■ What is being asked: All of the data below is to be returned unaltered.

═════ Source information ═════

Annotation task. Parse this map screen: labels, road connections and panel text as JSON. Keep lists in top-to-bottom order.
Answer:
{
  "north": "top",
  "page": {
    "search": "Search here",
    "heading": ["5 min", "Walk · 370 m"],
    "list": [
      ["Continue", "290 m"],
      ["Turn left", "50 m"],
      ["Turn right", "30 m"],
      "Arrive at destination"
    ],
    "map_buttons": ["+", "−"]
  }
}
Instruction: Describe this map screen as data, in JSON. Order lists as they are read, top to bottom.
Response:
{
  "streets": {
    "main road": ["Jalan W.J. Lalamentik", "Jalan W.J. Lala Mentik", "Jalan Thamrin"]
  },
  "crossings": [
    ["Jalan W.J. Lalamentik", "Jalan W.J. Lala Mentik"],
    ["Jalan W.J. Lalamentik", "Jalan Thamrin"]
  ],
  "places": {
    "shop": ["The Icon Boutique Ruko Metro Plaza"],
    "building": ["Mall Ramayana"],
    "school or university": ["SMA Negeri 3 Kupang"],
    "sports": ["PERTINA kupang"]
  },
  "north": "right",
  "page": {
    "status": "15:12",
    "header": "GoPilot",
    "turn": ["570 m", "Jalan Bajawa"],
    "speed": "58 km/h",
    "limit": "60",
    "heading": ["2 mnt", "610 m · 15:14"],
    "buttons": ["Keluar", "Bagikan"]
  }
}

═════

■ Answer to this exercise:
Annotation task. Parse this map screen: labels, road connections and panel text as JSON. Keep lists in top-to-bottom order.
Answer:
{
  "north": "top",
  "page": {
    "search": "Search here",
    "heading": ["5 min", "Walk · 370 m"],
    "list": [
      ["Continue", "290 m"],
      ["Turn left", "50 m"],
      ["Turn right", "30 m"],
      "Arrive at destination"
    ],
    "map_buttons": ["+", "−"]
  }
}
Instruction: Describe this map screen as data, in JSON. Order lists as they are read, top to bottom.
Response:
{
  "streets": {
    "main road": ["Jalan W.J. Lalamentik", "Jalan W.J. Lala Mentik", "Jalan Thamrin"]
  },
  "crossings": [
    ["Jalan W.J. Lalamentik", "Jalan W.J. Lala Mentik"],
    ["Jalan W.J. Lalamentik", "Jalan Thamrin"]
  ],
  "places": {
    "shop": ["The Icon Boutique Ruko Metro Plaza"],
    "building": ["Mall Ramayana"],
    "school or university": ["SMA Negeri 3 Kupang"],
    "sports": ["PERTINA kupang"]
  },
  "north": "right",
  "page": {
    "status": "15:12",
    "header": "GoPilot",
    "turn": ["570 m", "Jalan Bajawa"],
    "speed": "58 km/h",
    "limit": "60",
    "heading": ["2 mnt", "610 m · 15:14"],
    "buttons": ["Keluar", "Bagikan"]
  }
}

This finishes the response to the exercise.